Wednesday, April 12

 
 
YEAR:  2017 | Tags:  | | |
 
 

 
 
 

Scaffolding in the garden, 16:45

 
 

Bang, bang, went the roofers as I woke up at 7:00. I found the cat hidden under the breakfast table, refusing to come out. He stayed there while I ate my Weetabix and berries.

I got to work to add a final few touches to my Powerpoint slide shows for this morning, and then let Naa into the house. After a short hello, I walked up to A4017 to start my class. By 9:20 I was beginning to explain about the madness of Joseph Campbell and the controversy over the status of his concept of the monomyth.

When the class finished I had to sit down and upload the final assignment for Digital Mediascapes to Its Learning. This meant that I had no time for lunch so Naa, who hadn’t slept well last night, left to get something to eat, and decided not to come back.

At 13:00 I had a tutorial in which a thesis finally got to the launchpad and took off. I will get a final draft next week, proofread it for English spelling and grammar, and then pass it to Liisa, if she agrees to act as examiner.

At 15:00 I had a second tutorial in which a thesis left the hangar and we fixed a date for a test flight. This thesis may cause some issues, since nobody could describe it as normal, or as following the usual guidelines. I decided that, rather than another tutorial, we will spend a whole day in a workshop that will take all the pieces and put them together into something I feel able to defend. I will supervise the final cut of the movie, and the assembling of the autoethnographical documents that will accompany it. I will justify this, if asked, on the grounds that it counts as the first thesis from the Convivial Mechanics group and thus sets a precedent.

As soon as the tutorial had ended I raced home to free Sunshine, who had hidden himself in Irma’s cupboard all day.

I get home at 16:30, open Irma’s cupboard, and Sunshine races out into the garden, now empty of workmen. I decide to follow him. I climb one of the scaffolding towers and photograph the roof. It has the new, modern, wonder material on, and the wooden beams that both hold it down and act as supports for the tiles. I have learned one thing from this process: the tiles mostly act as decoration. In theory the roof can now withstand rain and snow.

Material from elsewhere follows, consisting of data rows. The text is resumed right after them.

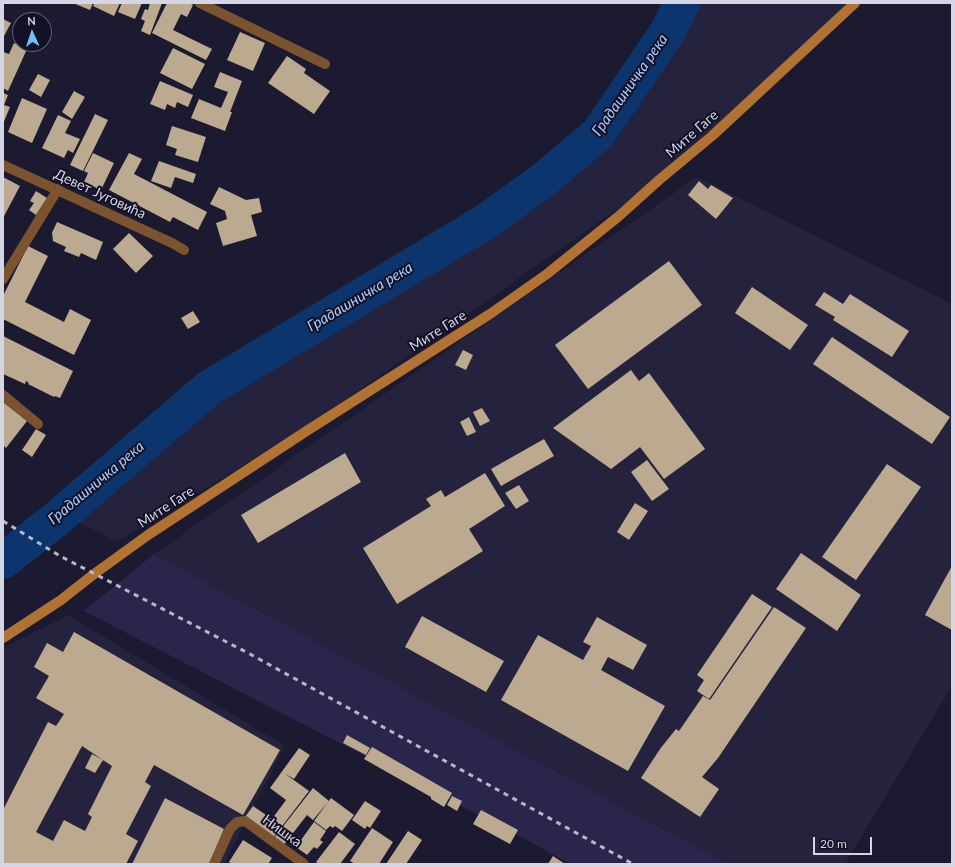 <!DOCTYPE html>
<html>
<head>
<meta charset="utf-8">
<style>
  body { margin:0 }
  #map { position:relative; width:955px; height:867px; overflow:hidden; background:#1c1a30; font-family:Lato,sans-serif }
  canvas { display:block }
  .frame { position:absolute; inset:0; border:4px solid #d5d5e4; pointer-events:none }
  .north { position:absolute; left:12px; top:12px; width:40px; height:40px; box-sizing:border-box; background:#131126; border:1px solid #615f72; border-radius:50%; rotate:357deg; font-size:11px; font-weight:700; line-height:16px; text-align:center; color:#d5d5e4 }
  .north::after { content:''; display:block; margin:auto; width:14px; height:18px; background:#6cc2f3; clip-path:polygon(50% 0,100% 100%,50% 72%,0 100%) }
  .scale { position:absolute; left:813px; top:837px; width:59px; height:18px; box-sizing:border-box; border:2px solid #d5d5e4; border-top:0; padding-left:5px; font-size:12px; line-height:14px; white-space:nowrap; color:#d5d5e4; -webkit-text-stroke:3px #131126; paint-order:stroke }
</style>
</head>
<body>
<div id="map">
<canvas width="955" height="867"></canvas>
<div class="frame"></div>
<div class="north">N</div>
<div class="scale">20 m</div>
</div>
<script>
const c = document.querySelector('canvas').getContext('2d');
c.lineJoin = 'round';
function paint(path, color) { c.fillStyle = color; c.fill(path, 'evenodd'); }
function trace(path, color, width, dash) { c.strokeStyle = color; c.lineWidth = width; c.lineCap = dash ? 'butt' : 'round'; c.setLineDash(dash || []); c.stroke(path); }
function write(font, color, halo, rows, align = 'center') {
  c.font = font + ' Lato,sans-serif'; c.lineWidth = 4; c.setLineDash([]); c.textBaseline = 'middle'; c.strokeStyle = halo; c.fillStyle = color; for (const [text, x, y, turn = 0] of rows) {
    c.save(); c.translate(x, y); c.rotate((+turn || 0) * Math.PI / 180); c.textAlign = isNaN(turn) ? turn : align; if (halo) c.strokeText(text, 0, 0); c.fillText(text, 0, 0); c.restore();
  }
}
const built = new Path2D(`
  M695,3H855L659,180L301,431L117,542L78,522L195,415L262,369L455,261L569,180L632,107Z
  M697,177L952,304V685L845,864H728L154,554Z
  M68,615L285,746L224,864H3V648Z`);
const green = new Path2D(`
  M154,554L728,864H570L529,841L84,611Z`);
const river = new Path2D(`
  M3,561L55,520L209,388L485,222L541,182L598,134L668,31L682,3`);
const building = new Path2D(`
  M73,3H93L90,10Z
  M95,3H120L114,16L93,6Z
  M122,3H142L135,19L118,12Z
  M150,3H162L150,35L141,31L145,21L141,19L145,9L148,10Z
  M167,3H190L193,5L187,17L181,14L173,30L212,49L206,60L152,33Z
  M3,19L11,23L3,38Z
  M240,32L265,43L253,71L227,60Z
  M14,43L27,49L8,91L3,88V52L9,54Z
  M173,48L205,64L192,89L160,73Z
  M287,56L306,69L304,73L330,91L314,114L268,83Z
  M220,72L242,81L230,112H232L225,131L191,118L199,99L221,108L228,92L214,87Z
  M38,74L50,80L41,97L29,90Z
  M160,81L193,95L188,107L177,102L175,108L167,104L165,110L150,104Z
  M74,91L85,97L72,119L62,112Z
  M3,93L8,95L4,105L10,107L3,124Z
  M22,98L47,109L32,143L8,132Z
  M95,114L108,120L83,171L70,165Z
  M58,115L71,121L65,133L80,139L73,153L68,150L64,158L42,148Z
  M172,126L206,137L198,162L175,155L177,149L166,145Z
  M93,153L114,163L101,190L84,182L88,173L84,171Z
  M129,153L142,159L134,174L207,212L198,230L173,217L170,222L109,190Z
  M159,161L196,174L193,183L175,177L171,188L151,181Z
  M3,177L20,186L3,218Z
  M699,181L708,189L711,185L733,198L716,219L688,195Z
  M219,187L246,200L259,198L262,212L251,215L257,236L223,246L216,223L227,219L225,211L210,204Z
  M36,191L47,198L36,215L29,210L34,203L30,201Z
  M57,222L103,242L96,260L81,253L79,257L64,251L66,247L53,241L52,233Z
  M129,233L153,256L136,273L113,249Z
  M28,246L48,256L25,302L64,322L70,309L91,320L74,355L3,319V296Z
  M669,261L702,305L588,389L555,345Z
  M752,287L808,325L790,350L735,313Z
  M824,292L843,304L850,294L909,331L892,357L833,320L835,317L815,305Z
  M193,311L200,322L188,329L181,318Z
  M3,336L73,371L60,398L55,396V397L52,396L28,384L29,383L26,381L25,384L3,374Z
  M832,337L950,417L932,444L813,364Z
  M463,350L473,355L466,370L455,365Z
  M631,370L639,381L649,373L705,449L664,479L640,447L611,469L553,428Z
  M3,402L27,421L6,448L3,445Z
  M482,408L490,421L480,426L473,412Z
  M469,417L476,432L467,436L460,422Z
  M36,429L46,435L32,457L22,450Z
  M544,439L554,456L501,486L491,469Z
  M345,453L361,482L258,543L241,515Z
  M647,460L669,489L652,501L631,472Z
  M887,464L921,487L856,580L822,557Z
  M485,473L505,506L469,529L483,551L397,604L363,548L431,506L426,499L441,490L445,497Z
  M519,485L529,501L516,509L505,493Z
  M635,503L648,511L629,540L617,532Z
  M801,553L861,595L837,631L776,589Z
  M952,566V630L925,615Z
  M752,594L772,607L709,699L697,691L704,680L697,675Z
  M774,607L806,628L718,758L702,777L719,789L700,817L641,778L660,749L676,729L679,731L703,696L710,700Z
  M422,616L504,661L486,692L405,647Z
  M597,617L647,645L633,670L608,657L601,670L665,706L628,771L501,700L538,635L583,660L591,646L583,642Z
  M74,632L280,750L243,815L154,765L145,782L151,786L126,834L138,841L126,864H3V810L48,722L56,726L64,714L36,698L49,676L34,667L47,643L63,652ZM82,746L112,766L88,814L92,817L85,831L64,820L53,841L36,832Z
  M347,735L370,748L366,755L343,743Z
  M372,747L452,793L444,807L431,799V797L364,759Z
  M299,748L310,755L294,779L284,773L309,791L273,838L245,817L253,806L272,819L286,800L270,788Z
  M92,754L103,760L95,773L85,768Z
  M313,788L329,801L313,820L307,815L283,846L274,838Z
  M452,796L462,801L457,811L447,805Z
  M165,798L224,829L209,864H132Z
  M331,798L354,815L342,831L335,826L333,828L330,826L326,830L314,821Z
  M365,801L381,811L370,828L367,826L365,829L352,820Z
  M481,810L518,830L510,844L473,824Z
  M314,822L326,831L320,840L323,842L317,849L314,847L307,855L296,847Z
  M372,828L393,842L379,864H355L350,861Z
  M408,831L422,840L406,864H386Z
  M339,832L355,844L340,864H319L316,862Z
  M243,840L272,858L268,864H232L229,862Z
  M553,856L565,864H548Z`);
const minor = new Path2D(`
  M200,3L325,64
  M3,165L172,243L184,250
  M3,279L58,189
  M3,395L38,424
  M214,864L230,829L237,822L245,821L304,864`);
const secondary = new Path2D(`
  M3,638L61,600L94,574L148,535L305,432L490,314L547,274L619,216L659,180L712,136L855,3`);
const rail = new Path2D(`
  M3,521L60,556L248,653L633,864`);
const streetNames = [
  ["Мите Гаге",692,134,-41],
  ["Девет Југовића",100,194,25],
  ["Мите Гаге",438,331,-32],
  ["Мите Гаге",166,507,-33],
  ["Нишка",282,831,36]
];
const waterNames = [
  ["Градашничка река",630,85,-55],
  ["Градашничка река",360,297,-31],
  ["Градашничка река",96,483,-40]
];
paint(built, '#25223d');
paint(green, '#2a254a');
trace(river, '#0b356c', 36);
paint(building, '#bbaa8f');
trace(minor, '#7b542f', 10);
trace(secondary, '#b17232', 10);
trace(rail, '#b7b7c7', 3, [5, 5]);
write('14px', '#d5d5e4', '#131126', streetNames);
write('italic 15px', '#a8ccfe', '#131126', waterNames);
</script>
</body>
</html>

I will spend the next three hours cleaning. I will begin by vacuuming Irma’s cupboard where, out of fear or rage, Sunshine has spread half the cat litter. I will move on to vacuuming the rest of the house, because I already have the Dyson with me. I will then sweep up the huge piles of sawdust in the carport and on the drive. Finally I will move the cut logs that they have left for us into the wood shed.